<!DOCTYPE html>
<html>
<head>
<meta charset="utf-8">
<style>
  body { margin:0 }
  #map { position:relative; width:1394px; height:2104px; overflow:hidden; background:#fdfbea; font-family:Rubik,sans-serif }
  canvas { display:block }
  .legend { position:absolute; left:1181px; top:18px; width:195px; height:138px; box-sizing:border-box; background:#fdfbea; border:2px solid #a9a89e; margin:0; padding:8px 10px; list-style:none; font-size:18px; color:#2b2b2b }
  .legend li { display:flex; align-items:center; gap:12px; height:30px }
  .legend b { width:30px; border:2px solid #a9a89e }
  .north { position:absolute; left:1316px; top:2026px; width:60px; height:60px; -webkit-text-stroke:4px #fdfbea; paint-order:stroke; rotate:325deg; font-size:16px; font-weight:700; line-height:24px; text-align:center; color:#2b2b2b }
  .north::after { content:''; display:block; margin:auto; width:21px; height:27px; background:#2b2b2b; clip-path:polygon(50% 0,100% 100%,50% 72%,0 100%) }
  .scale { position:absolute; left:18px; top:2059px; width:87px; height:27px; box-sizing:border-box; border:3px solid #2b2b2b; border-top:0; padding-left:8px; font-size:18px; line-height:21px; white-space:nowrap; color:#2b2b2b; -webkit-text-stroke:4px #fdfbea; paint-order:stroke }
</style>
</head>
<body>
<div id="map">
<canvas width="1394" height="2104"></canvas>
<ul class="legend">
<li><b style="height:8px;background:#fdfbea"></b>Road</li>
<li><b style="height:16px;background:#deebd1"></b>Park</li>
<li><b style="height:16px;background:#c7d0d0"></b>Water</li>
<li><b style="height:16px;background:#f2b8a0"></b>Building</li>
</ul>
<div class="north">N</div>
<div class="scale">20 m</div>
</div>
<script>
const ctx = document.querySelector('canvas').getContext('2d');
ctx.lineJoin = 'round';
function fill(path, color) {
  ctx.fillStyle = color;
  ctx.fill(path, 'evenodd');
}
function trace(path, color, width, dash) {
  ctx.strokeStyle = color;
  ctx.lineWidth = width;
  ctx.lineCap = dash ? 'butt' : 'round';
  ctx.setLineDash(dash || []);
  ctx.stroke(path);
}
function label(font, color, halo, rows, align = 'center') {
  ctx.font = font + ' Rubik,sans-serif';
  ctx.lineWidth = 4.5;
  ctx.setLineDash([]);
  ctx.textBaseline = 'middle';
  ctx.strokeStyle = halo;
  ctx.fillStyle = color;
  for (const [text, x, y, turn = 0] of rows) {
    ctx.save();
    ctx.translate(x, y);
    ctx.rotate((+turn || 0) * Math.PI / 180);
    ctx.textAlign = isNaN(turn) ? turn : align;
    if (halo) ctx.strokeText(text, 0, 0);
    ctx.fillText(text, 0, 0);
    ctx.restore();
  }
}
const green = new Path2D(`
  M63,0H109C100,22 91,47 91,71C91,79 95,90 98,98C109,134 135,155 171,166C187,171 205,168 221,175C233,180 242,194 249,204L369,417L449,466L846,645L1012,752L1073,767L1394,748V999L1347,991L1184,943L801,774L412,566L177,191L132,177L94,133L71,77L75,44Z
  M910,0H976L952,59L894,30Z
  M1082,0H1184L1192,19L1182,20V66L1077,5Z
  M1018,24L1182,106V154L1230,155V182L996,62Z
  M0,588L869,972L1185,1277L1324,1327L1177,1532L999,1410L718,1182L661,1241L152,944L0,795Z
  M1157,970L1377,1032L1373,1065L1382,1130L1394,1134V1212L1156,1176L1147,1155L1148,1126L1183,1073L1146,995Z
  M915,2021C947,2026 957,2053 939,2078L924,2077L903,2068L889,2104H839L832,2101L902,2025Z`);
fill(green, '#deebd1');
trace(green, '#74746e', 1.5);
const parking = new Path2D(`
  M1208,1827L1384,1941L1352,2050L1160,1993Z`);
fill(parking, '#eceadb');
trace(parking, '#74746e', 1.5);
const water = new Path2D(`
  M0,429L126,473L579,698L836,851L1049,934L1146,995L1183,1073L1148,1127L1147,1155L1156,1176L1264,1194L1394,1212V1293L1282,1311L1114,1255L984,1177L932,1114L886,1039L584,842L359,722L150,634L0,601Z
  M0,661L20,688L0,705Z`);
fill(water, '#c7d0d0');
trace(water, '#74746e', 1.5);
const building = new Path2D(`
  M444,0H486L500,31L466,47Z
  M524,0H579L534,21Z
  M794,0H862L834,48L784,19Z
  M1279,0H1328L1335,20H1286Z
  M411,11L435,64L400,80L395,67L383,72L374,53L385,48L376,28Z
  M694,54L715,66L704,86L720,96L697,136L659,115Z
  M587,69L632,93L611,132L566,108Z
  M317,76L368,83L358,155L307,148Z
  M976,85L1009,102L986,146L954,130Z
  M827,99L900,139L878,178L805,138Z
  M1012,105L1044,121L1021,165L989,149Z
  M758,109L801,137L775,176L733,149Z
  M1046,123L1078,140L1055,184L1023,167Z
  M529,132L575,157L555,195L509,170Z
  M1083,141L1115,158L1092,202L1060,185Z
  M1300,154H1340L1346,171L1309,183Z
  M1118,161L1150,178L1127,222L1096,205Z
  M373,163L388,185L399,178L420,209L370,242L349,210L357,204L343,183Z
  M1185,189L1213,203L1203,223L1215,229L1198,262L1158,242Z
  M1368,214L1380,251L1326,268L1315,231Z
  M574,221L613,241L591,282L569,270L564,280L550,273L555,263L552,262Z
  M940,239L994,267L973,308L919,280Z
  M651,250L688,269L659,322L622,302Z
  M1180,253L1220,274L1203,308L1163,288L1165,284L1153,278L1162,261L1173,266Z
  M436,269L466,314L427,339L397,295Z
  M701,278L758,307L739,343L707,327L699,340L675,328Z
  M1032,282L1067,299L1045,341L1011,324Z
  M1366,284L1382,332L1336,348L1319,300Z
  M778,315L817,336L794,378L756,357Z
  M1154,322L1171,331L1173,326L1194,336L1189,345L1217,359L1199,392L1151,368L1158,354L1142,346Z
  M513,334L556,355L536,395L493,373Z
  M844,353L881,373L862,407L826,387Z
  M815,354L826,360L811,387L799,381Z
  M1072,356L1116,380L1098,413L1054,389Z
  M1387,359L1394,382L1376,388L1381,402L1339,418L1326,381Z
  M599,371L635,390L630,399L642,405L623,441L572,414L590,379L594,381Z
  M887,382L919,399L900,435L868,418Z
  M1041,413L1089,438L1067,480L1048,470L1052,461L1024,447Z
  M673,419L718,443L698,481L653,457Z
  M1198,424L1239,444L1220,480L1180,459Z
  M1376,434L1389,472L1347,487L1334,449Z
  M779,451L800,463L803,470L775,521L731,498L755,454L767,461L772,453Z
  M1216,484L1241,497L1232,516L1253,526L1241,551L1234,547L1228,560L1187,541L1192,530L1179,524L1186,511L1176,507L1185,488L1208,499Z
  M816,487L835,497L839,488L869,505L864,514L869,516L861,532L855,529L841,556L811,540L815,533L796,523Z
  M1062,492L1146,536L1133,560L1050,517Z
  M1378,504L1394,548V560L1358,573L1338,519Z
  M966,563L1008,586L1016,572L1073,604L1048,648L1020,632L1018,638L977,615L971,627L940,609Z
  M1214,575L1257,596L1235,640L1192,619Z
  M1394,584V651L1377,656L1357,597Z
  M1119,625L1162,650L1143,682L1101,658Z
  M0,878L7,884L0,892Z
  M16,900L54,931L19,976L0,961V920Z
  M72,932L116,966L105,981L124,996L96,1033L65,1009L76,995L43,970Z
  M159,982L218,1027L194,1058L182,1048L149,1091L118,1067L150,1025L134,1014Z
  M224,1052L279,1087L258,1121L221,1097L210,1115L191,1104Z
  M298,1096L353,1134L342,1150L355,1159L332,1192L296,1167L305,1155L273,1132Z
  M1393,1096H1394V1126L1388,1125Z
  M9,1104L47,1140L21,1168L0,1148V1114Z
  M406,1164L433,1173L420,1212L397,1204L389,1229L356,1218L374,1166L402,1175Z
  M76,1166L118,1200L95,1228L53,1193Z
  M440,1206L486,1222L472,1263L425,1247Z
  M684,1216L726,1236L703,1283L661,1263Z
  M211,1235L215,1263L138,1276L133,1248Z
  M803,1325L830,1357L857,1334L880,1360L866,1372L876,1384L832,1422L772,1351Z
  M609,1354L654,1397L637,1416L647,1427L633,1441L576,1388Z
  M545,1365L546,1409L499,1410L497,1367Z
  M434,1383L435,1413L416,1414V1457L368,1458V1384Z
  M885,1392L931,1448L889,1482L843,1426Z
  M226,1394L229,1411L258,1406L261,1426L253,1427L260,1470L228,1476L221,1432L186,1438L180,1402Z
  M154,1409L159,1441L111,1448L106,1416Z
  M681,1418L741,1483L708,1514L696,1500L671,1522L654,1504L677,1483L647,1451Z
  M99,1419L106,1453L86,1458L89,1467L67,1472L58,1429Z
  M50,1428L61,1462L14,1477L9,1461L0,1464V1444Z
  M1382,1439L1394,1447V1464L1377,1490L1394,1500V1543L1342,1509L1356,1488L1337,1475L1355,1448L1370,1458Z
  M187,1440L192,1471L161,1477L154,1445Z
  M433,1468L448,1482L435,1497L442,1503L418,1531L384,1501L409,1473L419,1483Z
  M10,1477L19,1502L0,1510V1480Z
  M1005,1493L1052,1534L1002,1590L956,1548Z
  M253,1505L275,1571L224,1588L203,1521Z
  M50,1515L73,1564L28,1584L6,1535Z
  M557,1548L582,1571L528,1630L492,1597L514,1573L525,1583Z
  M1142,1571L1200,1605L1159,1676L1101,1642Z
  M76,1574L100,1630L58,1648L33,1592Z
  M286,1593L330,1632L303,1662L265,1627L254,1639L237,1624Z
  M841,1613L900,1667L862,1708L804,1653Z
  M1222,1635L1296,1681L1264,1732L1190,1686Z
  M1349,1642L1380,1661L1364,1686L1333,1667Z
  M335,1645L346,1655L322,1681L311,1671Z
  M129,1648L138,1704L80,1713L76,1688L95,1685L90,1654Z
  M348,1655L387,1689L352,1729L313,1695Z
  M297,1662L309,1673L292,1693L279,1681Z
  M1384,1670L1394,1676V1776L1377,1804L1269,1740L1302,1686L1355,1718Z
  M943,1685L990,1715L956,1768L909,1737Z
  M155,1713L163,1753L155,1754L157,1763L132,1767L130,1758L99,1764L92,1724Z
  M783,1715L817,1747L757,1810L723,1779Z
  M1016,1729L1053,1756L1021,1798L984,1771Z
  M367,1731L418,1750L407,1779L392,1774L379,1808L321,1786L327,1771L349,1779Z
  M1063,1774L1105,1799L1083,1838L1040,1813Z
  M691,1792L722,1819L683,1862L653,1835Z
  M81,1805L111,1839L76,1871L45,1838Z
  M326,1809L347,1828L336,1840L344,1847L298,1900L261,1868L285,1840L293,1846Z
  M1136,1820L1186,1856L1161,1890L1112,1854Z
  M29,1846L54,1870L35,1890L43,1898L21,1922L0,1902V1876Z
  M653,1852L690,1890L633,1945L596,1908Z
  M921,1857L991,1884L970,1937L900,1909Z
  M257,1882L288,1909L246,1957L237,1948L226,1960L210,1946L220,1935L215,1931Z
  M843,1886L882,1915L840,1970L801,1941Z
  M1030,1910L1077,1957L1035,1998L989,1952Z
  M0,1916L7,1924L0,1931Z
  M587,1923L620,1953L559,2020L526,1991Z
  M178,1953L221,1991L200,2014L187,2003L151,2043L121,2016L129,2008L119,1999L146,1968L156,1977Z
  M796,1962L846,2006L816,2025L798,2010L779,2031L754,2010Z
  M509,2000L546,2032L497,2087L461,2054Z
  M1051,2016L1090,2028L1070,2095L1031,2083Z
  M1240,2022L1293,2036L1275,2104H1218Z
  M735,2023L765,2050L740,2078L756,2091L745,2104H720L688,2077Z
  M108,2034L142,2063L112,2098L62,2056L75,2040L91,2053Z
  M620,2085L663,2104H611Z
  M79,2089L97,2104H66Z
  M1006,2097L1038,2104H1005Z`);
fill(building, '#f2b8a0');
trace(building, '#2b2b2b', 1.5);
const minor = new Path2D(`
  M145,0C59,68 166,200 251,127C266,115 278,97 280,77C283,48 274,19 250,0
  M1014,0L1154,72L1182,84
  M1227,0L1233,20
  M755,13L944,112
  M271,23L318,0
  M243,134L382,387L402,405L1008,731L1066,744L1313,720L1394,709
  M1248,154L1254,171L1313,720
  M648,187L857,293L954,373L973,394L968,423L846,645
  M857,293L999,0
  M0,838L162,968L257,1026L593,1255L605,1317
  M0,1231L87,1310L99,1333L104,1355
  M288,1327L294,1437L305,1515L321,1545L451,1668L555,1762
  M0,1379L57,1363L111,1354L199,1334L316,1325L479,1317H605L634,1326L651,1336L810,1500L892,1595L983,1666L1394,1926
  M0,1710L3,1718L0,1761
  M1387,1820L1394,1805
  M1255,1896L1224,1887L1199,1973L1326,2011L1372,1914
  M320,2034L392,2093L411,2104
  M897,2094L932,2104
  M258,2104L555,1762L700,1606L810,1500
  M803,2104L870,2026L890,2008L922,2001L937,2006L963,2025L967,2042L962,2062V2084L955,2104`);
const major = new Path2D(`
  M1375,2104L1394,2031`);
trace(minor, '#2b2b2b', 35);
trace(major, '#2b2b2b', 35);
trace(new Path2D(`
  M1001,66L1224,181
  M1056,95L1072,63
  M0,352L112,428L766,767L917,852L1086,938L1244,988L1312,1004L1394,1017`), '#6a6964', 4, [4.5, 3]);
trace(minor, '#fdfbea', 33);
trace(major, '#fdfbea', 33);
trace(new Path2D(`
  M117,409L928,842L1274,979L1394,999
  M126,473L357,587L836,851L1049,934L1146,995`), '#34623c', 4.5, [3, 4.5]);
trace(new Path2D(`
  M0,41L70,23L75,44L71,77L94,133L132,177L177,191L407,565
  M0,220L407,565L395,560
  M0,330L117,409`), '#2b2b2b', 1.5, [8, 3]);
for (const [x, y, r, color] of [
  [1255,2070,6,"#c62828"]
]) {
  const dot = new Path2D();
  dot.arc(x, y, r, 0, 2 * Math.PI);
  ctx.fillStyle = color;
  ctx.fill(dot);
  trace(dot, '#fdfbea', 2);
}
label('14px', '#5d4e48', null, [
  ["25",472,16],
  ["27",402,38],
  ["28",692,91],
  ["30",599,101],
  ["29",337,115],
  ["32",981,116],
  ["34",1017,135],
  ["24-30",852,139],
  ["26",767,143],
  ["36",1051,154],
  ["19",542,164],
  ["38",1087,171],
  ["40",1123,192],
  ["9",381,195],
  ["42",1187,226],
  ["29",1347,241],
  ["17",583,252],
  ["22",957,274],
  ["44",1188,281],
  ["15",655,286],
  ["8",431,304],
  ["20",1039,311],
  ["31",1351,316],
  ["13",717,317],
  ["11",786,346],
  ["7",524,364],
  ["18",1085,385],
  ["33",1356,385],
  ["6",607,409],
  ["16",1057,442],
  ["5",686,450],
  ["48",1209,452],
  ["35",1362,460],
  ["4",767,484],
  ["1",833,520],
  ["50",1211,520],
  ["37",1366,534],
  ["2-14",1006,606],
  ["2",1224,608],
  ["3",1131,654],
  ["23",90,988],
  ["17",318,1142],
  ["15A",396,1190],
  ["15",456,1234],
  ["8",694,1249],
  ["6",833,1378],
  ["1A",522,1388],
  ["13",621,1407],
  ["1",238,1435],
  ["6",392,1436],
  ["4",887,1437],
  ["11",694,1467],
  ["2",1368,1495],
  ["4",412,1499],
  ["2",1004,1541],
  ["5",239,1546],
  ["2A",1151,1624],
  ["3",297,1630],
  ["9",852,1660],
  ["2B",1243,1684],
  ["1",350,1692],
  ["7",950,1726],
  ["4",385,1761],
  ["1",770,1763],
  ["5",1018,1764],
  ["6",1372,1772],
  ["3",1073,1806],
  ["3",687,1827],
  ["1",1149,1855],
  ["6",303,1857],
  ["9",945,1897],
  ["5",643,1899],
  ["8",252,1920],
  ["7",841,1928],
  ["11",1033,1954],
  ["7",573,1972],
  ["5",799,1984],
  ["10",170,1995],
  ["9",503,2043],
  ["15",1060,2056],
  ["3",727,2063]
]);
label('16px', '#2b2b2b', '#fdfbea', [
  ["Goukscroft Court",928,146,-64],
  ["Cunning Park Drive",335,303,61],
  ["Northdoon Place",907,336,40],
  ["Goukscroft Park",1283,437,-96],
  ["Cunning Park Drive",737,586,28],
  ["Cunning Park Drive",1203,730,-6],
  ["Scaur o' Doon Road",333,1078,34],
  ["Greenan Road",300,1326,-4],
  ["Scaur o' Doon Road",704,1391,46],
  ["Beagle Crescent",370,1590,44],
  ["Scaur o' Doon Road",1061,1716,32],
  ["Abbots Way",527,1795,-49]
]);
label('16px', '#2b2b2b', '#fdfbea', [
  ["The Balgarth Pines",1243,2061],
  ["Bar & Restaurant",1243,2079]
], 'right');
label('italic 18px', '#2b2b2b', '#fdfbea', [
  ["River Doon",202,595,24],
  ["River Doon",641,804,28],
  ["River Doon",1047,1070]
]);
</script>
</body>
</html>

────────────────────

**Instructions for the task**
Among the entries above, some lines may hold the string "Math". State how many, and give nothing but the number.

**Solution to the exercise**
2